_EXERCISE GOAL_.
Your answer is the listing, printed exactly as given.
··········
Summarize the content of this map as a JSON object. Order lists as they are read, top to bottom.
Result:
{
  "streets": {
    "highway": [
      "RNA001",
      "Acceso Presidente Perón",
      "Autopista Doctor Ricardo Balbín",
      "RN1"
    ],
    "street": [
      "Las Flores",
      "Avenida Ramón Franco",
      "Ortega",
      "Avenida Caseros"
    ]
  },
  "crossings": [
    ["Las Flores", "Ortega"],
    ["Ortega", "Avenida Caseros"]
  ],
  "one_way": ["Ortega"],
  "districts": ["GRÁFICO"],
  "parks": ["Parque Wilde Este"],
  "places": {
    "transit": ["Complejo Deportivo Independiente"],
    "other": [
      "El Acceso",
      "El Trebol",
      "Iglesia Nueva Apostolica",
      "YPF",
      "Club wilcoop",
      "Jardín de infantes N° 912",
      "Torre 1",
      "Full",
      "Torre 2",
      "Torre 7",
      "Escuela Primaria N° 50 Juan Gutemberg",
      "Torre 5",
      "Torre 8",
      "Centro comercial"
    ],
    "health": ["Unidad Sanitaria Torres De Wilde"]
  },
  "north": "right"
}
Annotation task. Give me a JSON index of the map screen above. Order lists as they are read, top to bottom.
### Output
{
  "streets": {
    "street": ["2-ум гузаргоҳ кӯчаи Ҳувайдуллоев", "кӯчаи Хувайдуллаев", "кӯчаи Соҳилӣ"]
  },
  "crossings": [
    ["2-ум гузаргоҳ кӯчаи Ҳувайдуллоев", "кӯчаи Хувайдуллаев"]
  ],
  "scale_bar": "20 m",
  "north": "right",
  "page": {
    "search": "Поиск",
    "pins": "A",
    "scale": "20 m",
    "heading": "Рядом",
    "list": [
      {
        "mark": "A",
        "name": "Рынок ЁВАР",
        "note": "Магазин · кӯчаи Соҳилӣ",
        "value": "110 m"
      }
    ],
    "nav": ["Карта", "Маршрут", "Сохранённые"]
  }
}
··········
_RESPONSE AREA_.
Summarize the content of this map as a JSON object. Order lists as they are read, top to bottom.
Result:
{
  "streets": {
    "highway": [
      "RNA001",
      "Acceso Presidente Perón",
      "Autopista Doctor Ricardo Balbín",
      "RN1"
    ],
    "street": [
      "Las Flores",
      "Avenida Ramón Franco",
      "Ortega",
      "Avenida Caseros"
    ]
  },
  "crossings": [
    ["Las Flores", "Ortega"],
    ["Ortega", "Avenida Caseros"]
  ],
  "one_way": ["Ortega"],
  "districts": ["GRÁFICO"],
  "parks": ["Parque Wilde Este"],
  "places": {
    "transit": ["Complejo Deportivo Independiente"],
    "other": [
      "El Acceso",
      "El Trebol",
      "Iglesia Nueva Apostolica",
      "YPF",
      "Club wilcoop",
      "Jardín de infantes N° 912",
      "Torre 1",
      "Full",
      "Torre 2",
      "Torre 7",
      "Escuela Primaria N° 50 Juan Gutemberg",
      "Torre 5",
      "Torre 8",
      "Centro comercial"
    ],
    "health": ["Unidad Sanitaria Torres De Wilde"]
  },
  "north": "right"
}
Annotation task. Give me a JSON index of the map screen above. Order lists as they are read, top to bottom.
### Output
{
  "streets": {
    "street": ["2-ум гузаргоҳ кӯчаи Ҳувайдуллоев", "кӯчаи Хувайдуллаев", "кӯчаи Соҳилӣ"]
  },
  "crossings": [
    ["2-ум гузаргоҳ кӯчаи Ҳувайдуллоев", "кӯчаи Хувайдуллаев"]
  ],
  "scale_bar": "20 m",
  "north": "right",
  "page": {
    "search": "Поиск",
    "pins": "A",
    "scale": "20 m",
    "heading": "Рядом",
    "list": [
      {
        "mark": "A",
        "name": "Рынок ЁВАР",
        "note": "Магазин · кӯчаи Соҳилӣ",
        "value": "110 m"
      }
    ],
    "nav": ["Карта", "Маршрут", "Сохранённые"]
  }
}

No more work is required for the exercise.